#### WHAT TO PRODUCE
Under this line are the records; repeat exactly the lines starting at the one containing "Localize all labels, markers" and ending at the one containing "Enumerate all labels, symbols", omitting pictures.

─── SOURCE MATERIAL

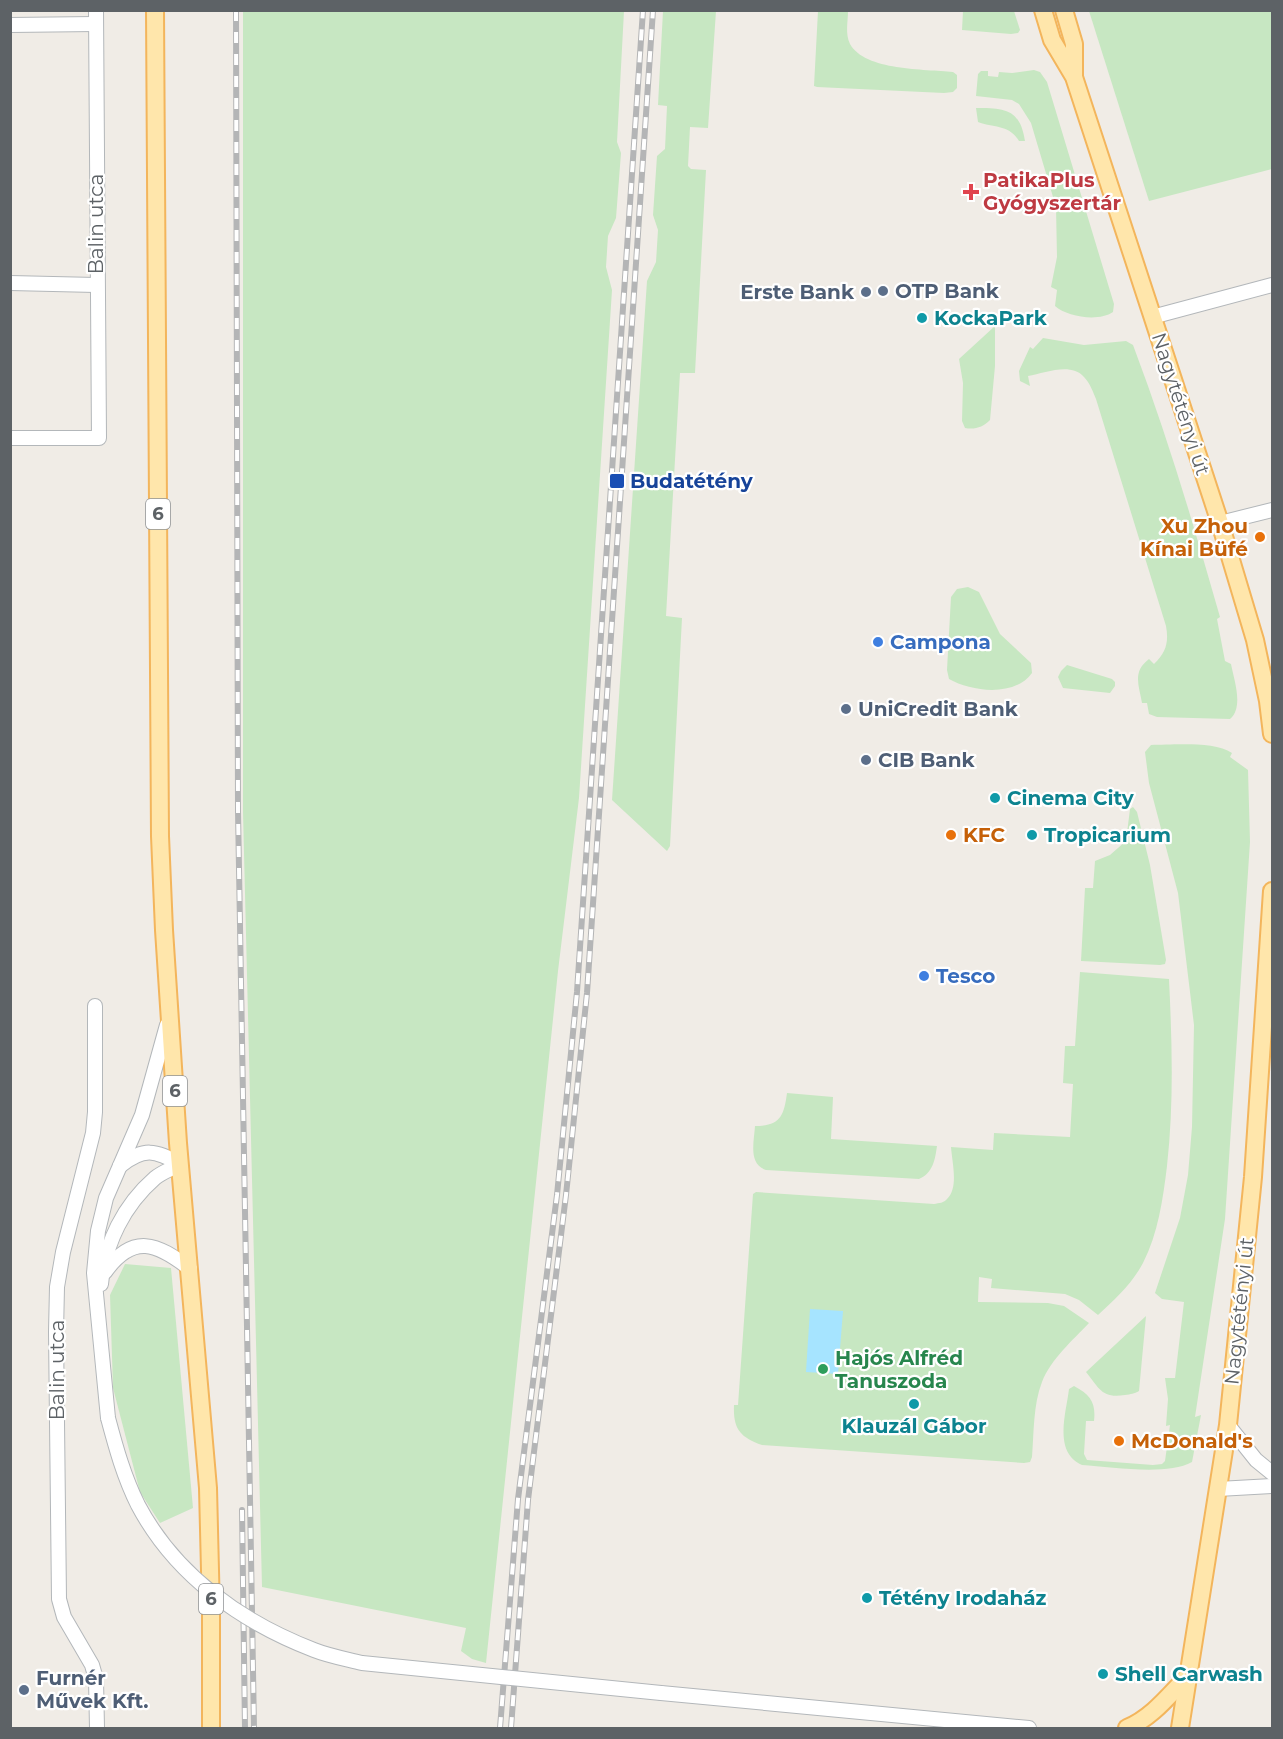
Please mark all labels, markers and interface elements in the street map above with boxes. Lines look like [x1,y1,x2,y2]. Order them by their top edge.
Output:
place label: PatikaPlus Gyógyszertár [983,168,1122,215]
street label: Balin utca [84,174,108,274]
marker: PatikaPlus Gyógyszertár [964,185,978,199]
place label: OTP Bank [895,279,1000,303]
place label: Erste Bank [740,280,855,304]
marker: OTP Bank [876,284,890,298]
marker: Erste Bank [859,285,873,299]
place label: KockaPark [934,306,1048,330]
marker: KockaPark [915,311,929,325]
street label: Nagytétényi út [1147,330,1215,478]
place label: Budatétény [630,469,754,493]
marker: Budatétény [608,472,626,490]
road number: 6 [146,499,170,529]
place label: Xu Zhou Kínai Büfé [1140,514,1248,561]
marker: Xu Zhou Kínai Büfé [1253,530,1267,544]
place label: Campona [890,630,991,654]
marker: Campona [871,635,885,649]
place label: UniCredit Bank [858,697,1019,721]
marker: UniCredit Bank [839,702,853,716]
place label: CIB Bank [878,748,975,772]
marker: CIB Bank [859,753,873,767]
place label: Cinema City [1007,786,1135,810]
marker: Cinema City [988,791,1002,805]
place label: KFC [963,823,1005,847]
place label: Tropicarium [1044,823,1171,847]
marker: KFC [944,828,958,842]
marker: Tropicarium [1025,828,1039,842]
place label: Tesco [936,964,995,988]
marker: Tesco [917,969,931,983]
road number: 6 [163,1076,187,1106]
street label: Nagytétényi út [1219,1236,1259,1386]
street label: Balin utca [45,1320,69,1420]
place label: Hajós Alfréd Tanuszoda [835,1346,963,1393]
marker: Hajós Alfréd Tanuszoda [816,1362,830,1376]
marker: Klauzál Gábor [907,1397,921,1411]
place label: Klauzál Gábor [841,1414,987,1438]
place label: McDonald's [1131,1429,1253,1453]
marker: McDonald's [1112,1434,1126,1448]
road number: 6 [199,1584,223,1614]
place label: Tétény Irodaház [879,1586,1047,1610]
marker: Tétény Irodaház [860,1591,874,1605]
place label: Shell Carwash [1115,1662,1263,1686]
place label: Furnér Művek Kft. [36,1666,149,1713]
marker: Shell Carwash [1096,1667,1110,1681]
marker: Furnér Művek Kft. [17,1683,31,1697]

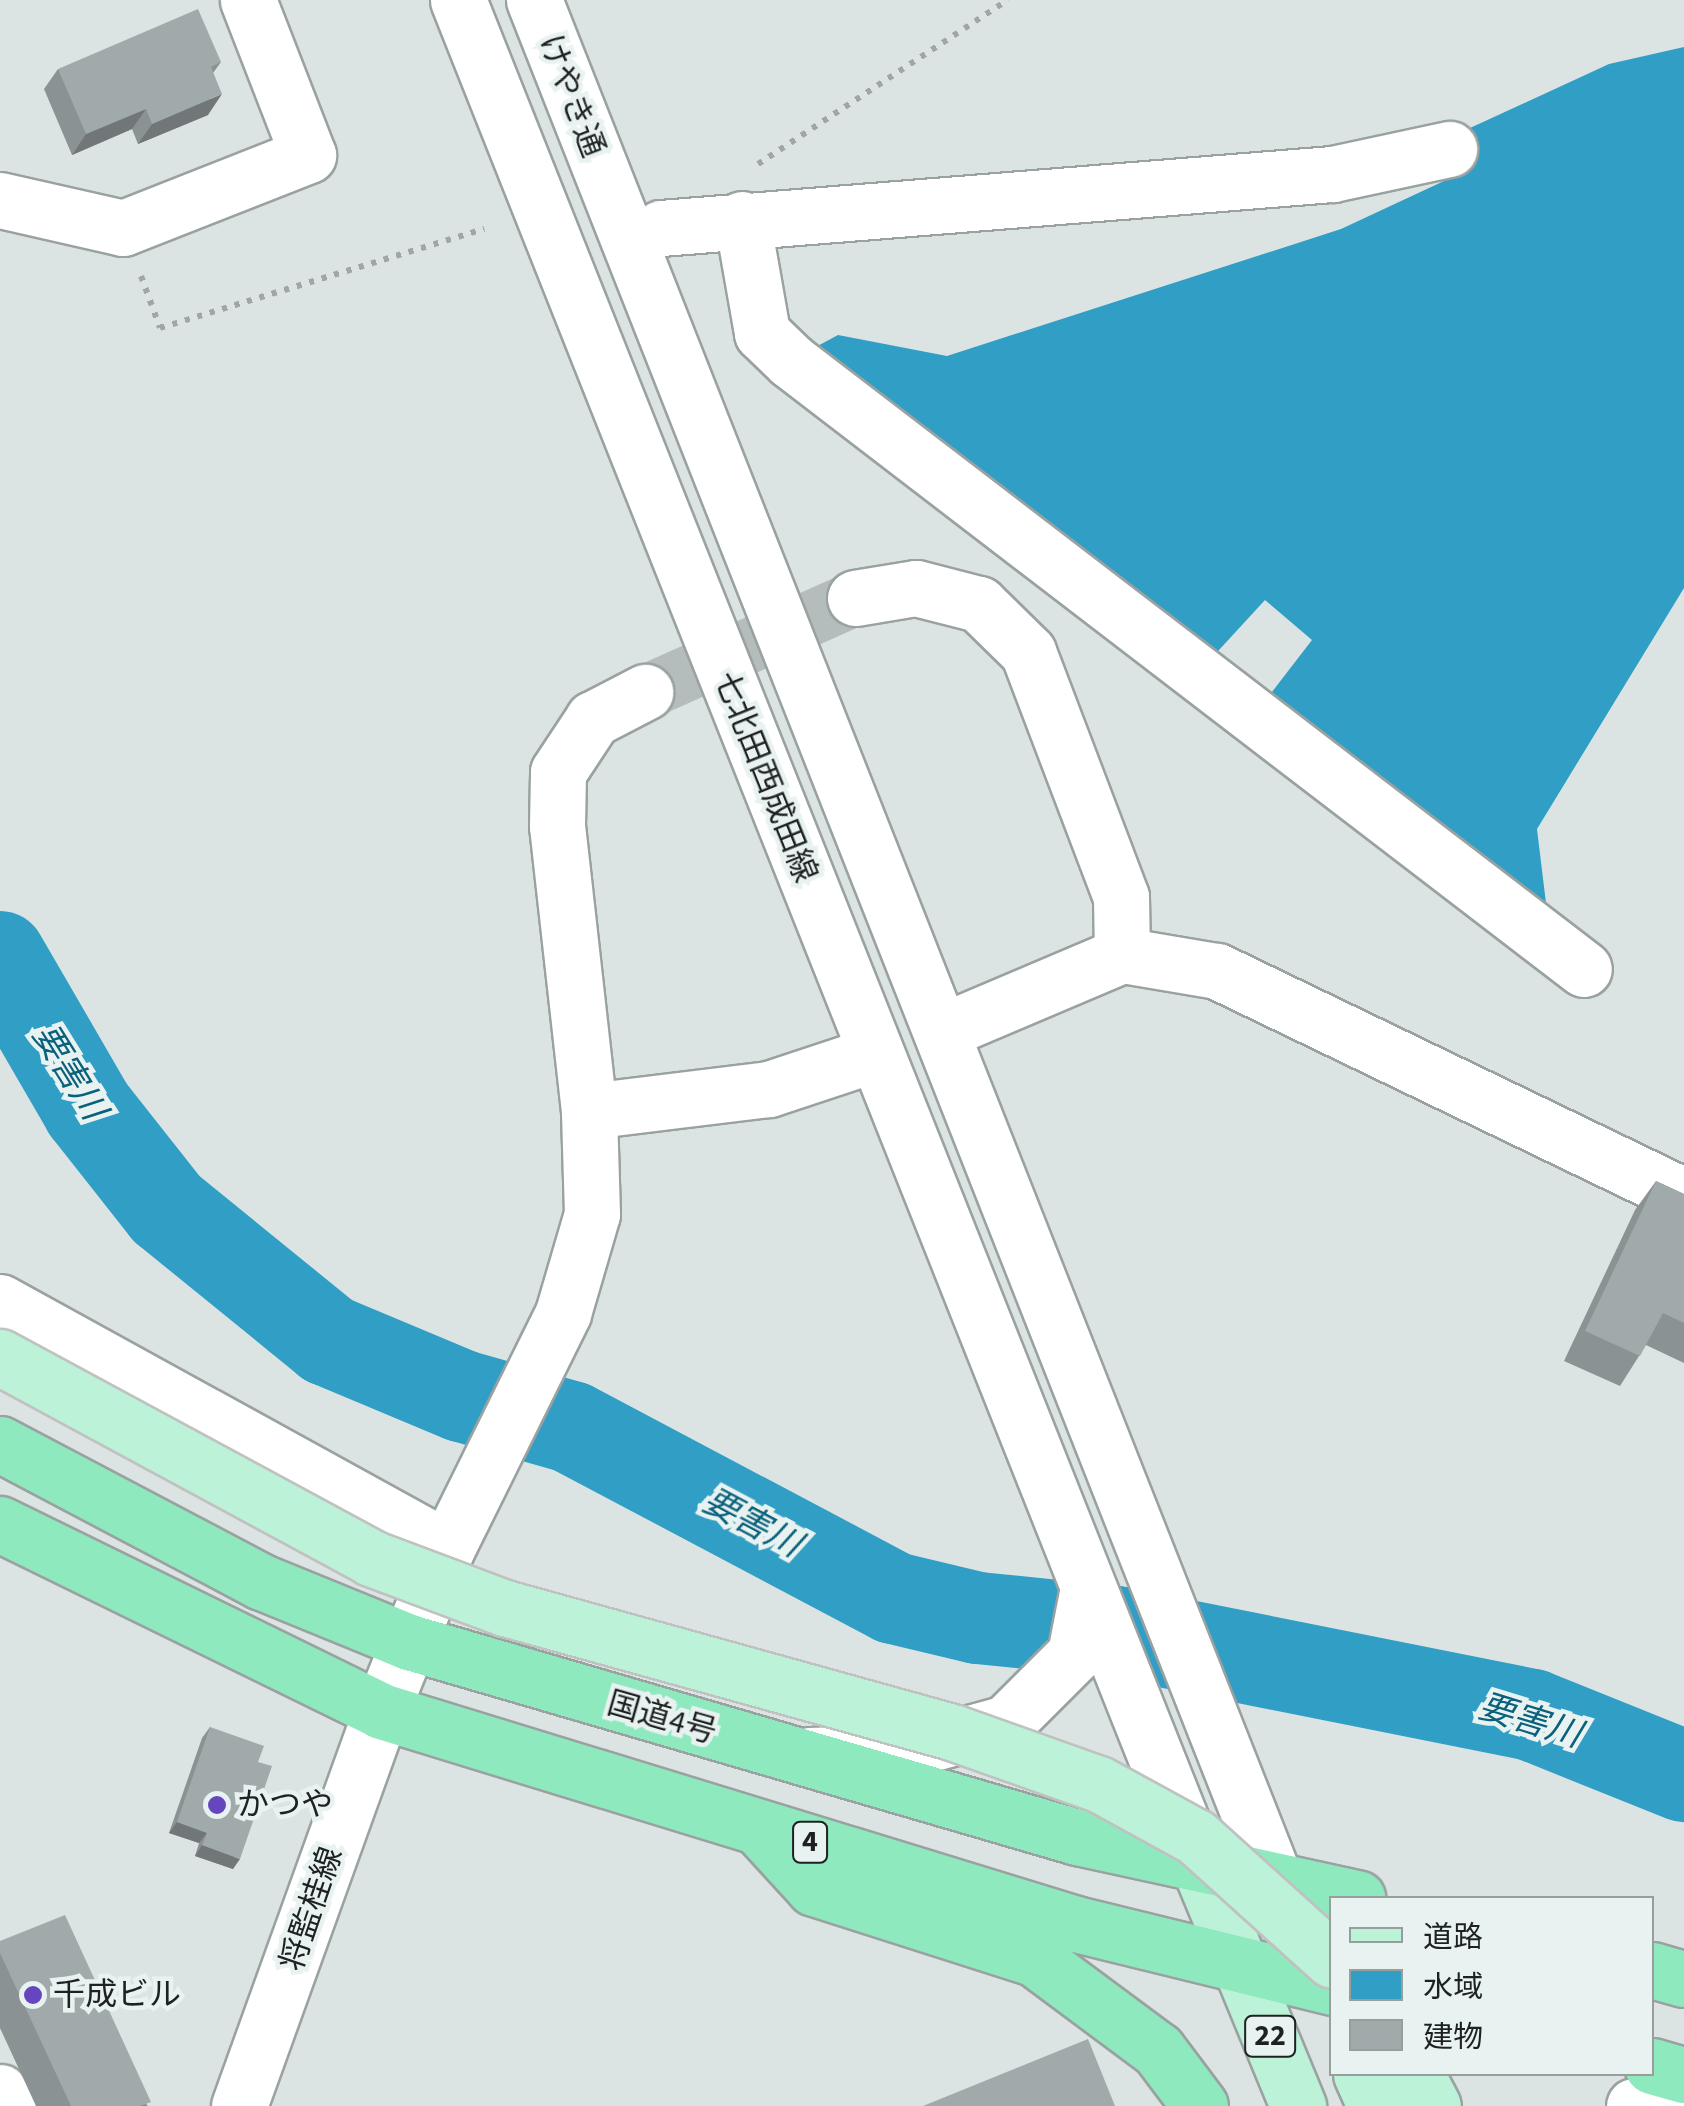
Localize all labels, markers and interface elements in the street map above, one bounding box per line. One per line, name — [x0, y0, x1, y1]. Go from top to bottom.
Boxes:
street label: けやき通 — [530, 29, 612, 163]
street label: 七北田西成田線 — [705, 666, 825, 888]
water label: 要害川 — [23, 1016, 115, 1128]
water label: 要害川 — [696, 1480, 808, 1566]
street label: 国道4号 — [603, 1684, 721, 1752]
water label: 要害川 — [1474, 1686, 1586, 1756]
place label: かつや — [237, 1786, 333, 1824]
marker: かつや — [206, 1794, 228, 1816]
road number: 4 — [790, 1817, 830, 1867]
street label: 将監桂線 — [273, 1842, 351, 1976]
legend — [1329, 1896, 1654, 2076]
text: 道路 — [1423, 1916, 1483, 1959]
text: 水域 — [1423, 1966, 1483, 2009]
place label: 千成ビル — [53, 1976, 181, 2014]
marker: 千成ビル — [22, 1984, 44, 2006]
road number: 22 — [1242, 2011, 1298, 2061]
text: 建物 — [1423, 2016, 1483, 2059]

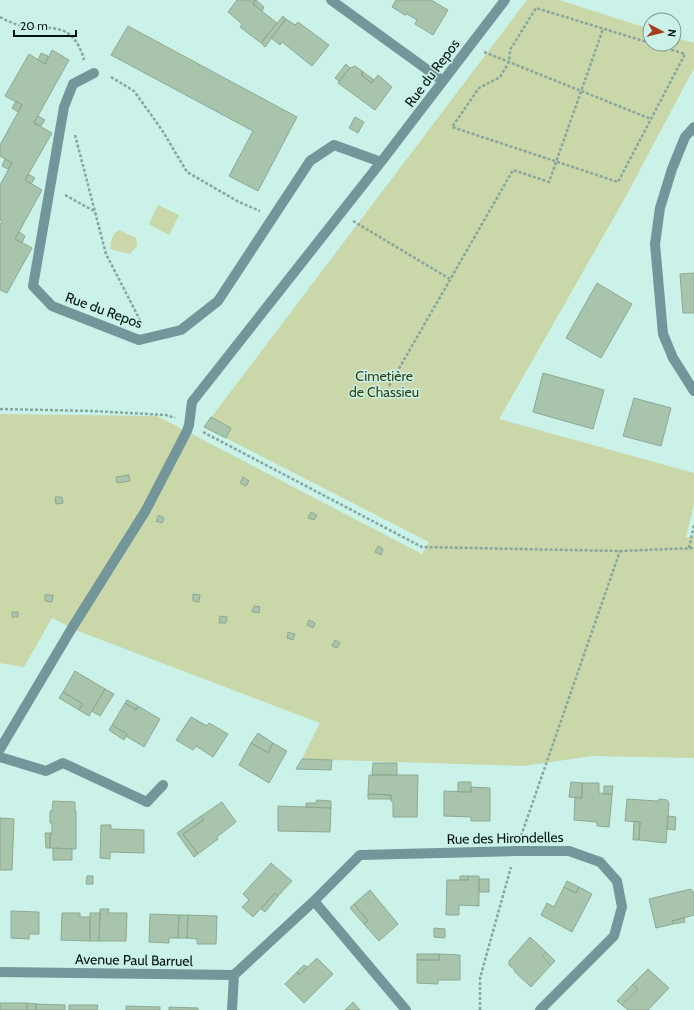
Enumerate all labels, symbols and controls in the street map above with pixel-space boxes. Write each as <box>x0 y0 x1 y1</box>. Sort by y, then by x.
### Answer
scale bar <box>14 12 76 38</box>
north arrow <box>642 12 682 52</box>
text: 20 m <box>20 18 48 33</box>
text: N <box>665 29 679 38</box>
street label: Rue du Repos <box>400 35 464 111</box>
street label: Rue du Repos <box>63 288 145 332</box>
park label: Cimetière de Chassieu <box>349 367 419 401</box>
street label: Rue des Hirondelles <box>446 828 564 848</box>
street label: Avenue Paul Barruel <box>75 950 194 970</box>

──────

#### THE ANSWER
Localize all labels, markers and interface elements in the street map above, one bounding box per line. One per line, name — [x0, y0, x1, y1]. Go from top to bottom.
Boxes:
street label: けやき通 — [530, 29, 612, 163]
street label: 七北田西成田線 — [705, 666, 825, 888]
water label: 要害川 — [23, 1016, 115, 1128]
water label: 要害川 — [696, 1480, 808, 1566]
street label: 国道4号 — [603, 1684, 721, 1752]
water label: 要害川 — [1474, 1686, 1586, 1756]
place label: かつや — [237, 1786, 333, 1824]
marker: かつや — [206, 1794, 228, 1816]
road number: 4 — [790, 1817, 830, 1867]
street label: 将監桂線 — [273, 1842, 351, 1976]
legend — [1329, 1896, 1654, 2076]
text: 道路 — [1423, 1916, 1483, 1959]
text: 水域 — [1423, 1966, 1483, 2009]
place label: 千成ビル — [53, 1976, 181, 2014]
marker: 千成ビル — [22, 1984, 44, 2006]
road number: 22 — [1242, 2011, 1298, 2061]
text: 建物 — [1423, 2016, 1483, 2059]

Enumerate all labels, symbols and controls in the street map above with pixel-space boxes. Write each as <box>x0 y0 x1 y1</box>. Sort by y, then by x.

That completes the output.